§ **Problem to solve**: Your task is to find every line in the records that holds the string "tools" and copy it.

Segment Start: Listed entries

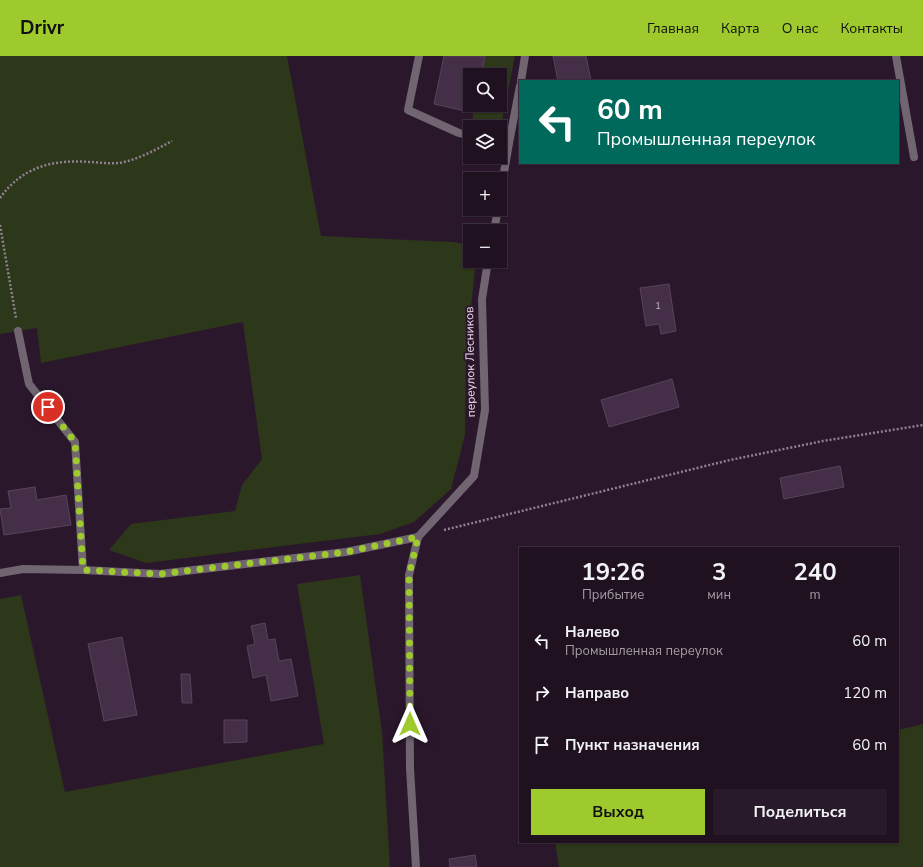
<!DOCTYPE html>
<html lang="ru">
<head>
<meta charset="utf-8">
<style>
  :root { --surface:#201121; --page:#281a2a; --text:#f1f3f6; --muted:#a29da5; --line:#3d313f; --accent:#9fca2d }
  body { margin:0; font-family:"Nunito Sans",sans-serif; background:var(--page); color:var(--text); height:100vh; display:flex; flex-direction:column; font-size:15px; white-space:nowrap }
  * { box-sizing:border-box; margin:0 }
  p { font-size:13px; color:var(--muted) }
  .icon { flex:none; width:22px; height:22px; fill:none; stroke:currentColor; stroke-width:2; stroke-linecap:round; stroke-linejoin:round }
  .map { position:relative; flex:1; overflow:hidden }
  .drawer { position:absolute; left:519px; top:491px; width:380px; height:296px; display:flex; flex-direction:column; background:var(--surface); border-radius:0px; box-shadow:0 1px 3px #0004,0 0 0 1px var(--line) }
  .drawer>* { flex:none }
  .banner { position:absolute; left:519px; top:24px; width:380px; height:84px; border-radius:0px; box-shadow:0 1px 3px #0004,0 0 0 1px var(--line); background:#00695c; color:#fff; overflow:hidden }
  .tools { position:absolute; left:463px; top:12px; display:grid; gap:8px }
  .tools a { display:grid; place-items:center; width:44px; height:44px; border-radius:0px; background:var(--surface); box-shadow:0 1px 3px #0004,0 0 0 1px var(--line); font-size:20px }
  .pin { position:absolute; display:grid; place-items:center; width:34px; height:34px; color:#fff; margin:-17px; border:2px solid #fff; border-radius:50%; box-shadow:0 1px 4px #0007 }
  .me { position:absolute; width:44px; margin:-22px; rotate:0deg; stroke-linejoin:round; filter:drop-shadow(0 0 3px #0008) }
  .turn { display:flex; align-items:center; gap:14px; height:84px; padding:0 12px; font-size:18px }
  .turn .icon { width:52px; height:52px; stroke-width:2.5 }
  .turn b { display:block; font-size:28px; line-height:34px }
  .eta { display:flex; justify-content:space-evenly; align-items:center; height:68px; text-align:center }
  .eta b { font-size:24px; font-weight:700; line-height:28px }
  .button { display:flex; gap:8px; margin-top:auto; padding:8px 12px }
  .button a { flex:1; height:46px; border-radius:0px; background:var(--accent); color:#111; font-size:16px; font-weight:700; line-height:46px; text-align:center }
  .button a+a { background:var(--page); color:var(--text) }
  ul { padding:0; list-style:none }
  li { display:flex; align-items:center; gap:12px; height:52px; padding:0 12px }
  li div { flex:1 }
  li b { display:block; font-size:15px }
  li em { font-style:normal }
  header { display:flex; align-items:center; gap:24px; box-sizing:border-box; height:56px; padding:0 20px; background:var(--accent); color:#111 }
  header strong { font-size:19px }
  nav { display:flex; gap:22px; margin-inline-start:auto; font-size:14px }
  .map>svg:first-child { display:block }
</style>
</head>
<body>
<header>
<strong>Drivr</strong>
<nav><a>Главная</a><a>Карта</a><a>О нас</a><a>Контакты</a></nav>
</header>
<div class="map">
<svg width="923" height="811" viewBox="0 0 923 811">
  <rect width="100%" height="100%" fill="#2b172c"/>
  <!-- green -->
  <g fill="#2d3719">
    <path d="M0 0H287L321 180 453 186 470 189V205H476L466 298 465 379 451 433 414 466 380 478 146 507 109 494 131 468 235 455 242 429 262 403 243 266 41 307 37 272 0 278Z"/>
    <path d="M485 0H515L500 74V71H471L475 49H500V19H481Z"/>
    <path d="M360 519 382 676 390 811H0V543L21 539 65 736 324 688 297 528Z"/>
    <path d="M923 668V811H559L555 786H898V674Z"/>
  </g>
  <!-- building -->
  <g fill="#452e47" stroke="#59435b">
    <path d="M444 0H485L481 19H470V49H475L474 57 434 48Z"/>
    <path d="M553 0H586L591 25H558Z"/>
    <path d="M669 228 676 275 661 278 659 268 646 270 640 232Z"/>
    <path d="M672 323 679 351 609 371 601 344Z"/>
    <path d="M840 410 844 431 784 443 780 422Z"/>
    <path d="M35 431 37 444 66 439 71 469 4 479 0 453 11 452 8 435Z"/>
    <path d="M265 567 268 584 275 583 279 605 291 603 298 640 271 645 266 619 253 622 247 590 255 588 251 570Z"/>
    <path d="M122 581 137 659 104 665 88 588Z"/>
    <path d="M181 618H190L192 647H182Z"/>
    <path d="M224 664H247V686L224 687Z"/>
    <path d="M475 799 477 811H450L449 803Z"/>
  </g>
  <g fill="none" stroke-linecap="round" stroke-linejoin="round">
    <!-- path -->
    <g stroke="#918091" stroke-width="2.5" stroke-dasharray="2 2" stroke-linecap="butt">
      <path d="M0 142C21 112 52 103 88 106 100 106 113 109 124 106 141 102 157 93 172 85"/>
      <path d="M0 169 16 262"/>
      <path d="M444 474 730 404 823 385 923 369"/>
    </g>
    <!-- service -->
    <g stroke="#706571" stroke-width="8">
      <path d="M419 0 408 54 459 77 470 80"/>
      <path d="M521 25 525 0"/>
      <path d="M500 85 509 87 520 30"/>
      <path d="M18 275 29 328 75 386 83 514"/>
    </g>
    <!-- minor -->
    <g stroke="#706571" stroke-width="8">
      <path d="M896 0 914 101"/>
      <path d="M500 140 509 87"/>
      <path d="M494 175 498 153"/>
      <path d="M418 481 474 420 485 354 482 243 488 205"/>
      <path d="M0 517 23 513 83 514 160 518 346 496 418 481"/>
      <path d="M416 811 410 712 409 519 418 481"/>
    </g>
  </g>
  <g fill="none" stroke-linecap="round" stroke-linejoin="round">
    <!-- route -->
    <path stroke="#9fca2d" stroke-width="7" stroke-dasharray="0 12.6" d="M48 351 75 386 83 514 160 518 346 496 418 481 409 519 410 668"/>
  </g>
  <g text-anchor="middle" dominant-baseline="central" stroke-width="4" stroke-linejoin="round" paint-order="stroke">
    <!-- number labels -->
    <g font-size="10" fill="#c2b1c2">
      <text x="658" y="250">1</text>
    </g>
    <!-- street labels -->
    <g font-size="12" fill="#ebddeb" stroke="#2b172c">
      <text transform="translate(470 306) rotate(-91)">переулок Лесников</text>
    </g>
  </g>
</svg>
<div class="tools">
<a><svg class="icon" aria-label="search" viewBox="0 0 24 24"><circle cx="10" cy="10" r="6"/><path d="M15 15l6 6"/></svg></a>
<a><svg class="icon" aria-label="layers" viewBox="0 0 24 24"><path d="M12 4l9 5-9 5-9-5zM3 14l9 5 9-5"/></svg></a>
<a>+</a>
<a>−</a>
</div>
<div class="pin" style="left:48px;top:351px;background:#d93025"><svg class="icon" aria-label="arrive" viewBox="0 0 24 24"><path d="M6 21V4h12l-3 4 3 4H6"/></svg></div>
<svg class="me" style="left:410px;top:668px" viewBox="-20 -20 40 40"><path d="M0-17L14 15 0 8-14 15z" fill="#9fca2d" stroke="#fff" stroke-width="4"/></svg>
<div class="banner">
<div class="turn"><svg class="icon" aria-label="left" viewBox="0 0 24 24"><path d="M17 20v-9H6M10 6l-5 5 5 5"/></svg><div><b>60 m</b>Промышленная переулок</div></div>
</div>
<section class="drawer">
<div class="eta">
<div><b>19:26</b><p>Прибытие</p></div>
<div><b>3</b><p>мин</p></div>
<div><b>240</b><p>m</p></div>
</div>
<ul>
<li><svg class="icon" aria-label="left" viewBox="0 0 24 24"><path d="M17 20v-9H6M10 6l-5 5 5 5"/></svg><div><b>Налево</b><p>Промышленная переулок</p></div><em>60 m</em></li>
<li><svg class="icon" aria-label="right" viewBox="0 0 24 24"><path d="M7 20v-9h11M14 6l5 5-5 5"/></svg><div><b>Направо</b></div><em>120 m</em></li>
<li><svg class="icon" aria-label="arrive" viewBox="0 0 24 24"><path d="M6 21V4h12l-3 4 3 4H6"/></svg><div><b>Пункт назначения</b></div><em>60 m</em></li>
</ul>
<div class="button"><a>Выход</a><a>Поделиться</a></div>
</section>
</div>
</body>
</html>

Segment End: Listed entries

§ **Final answer**:
  .tools { position:absolute; left:463px; top:12px; display:grid; gap:8px }
  .tools a { display:grid; place-items:center; width:44px; height:44px; border-radius:0px; background:var(--surface); box-shadow:0 1px 3px #0004,0 0 0 1px var(--line); font-size:20px }
<div class="tools">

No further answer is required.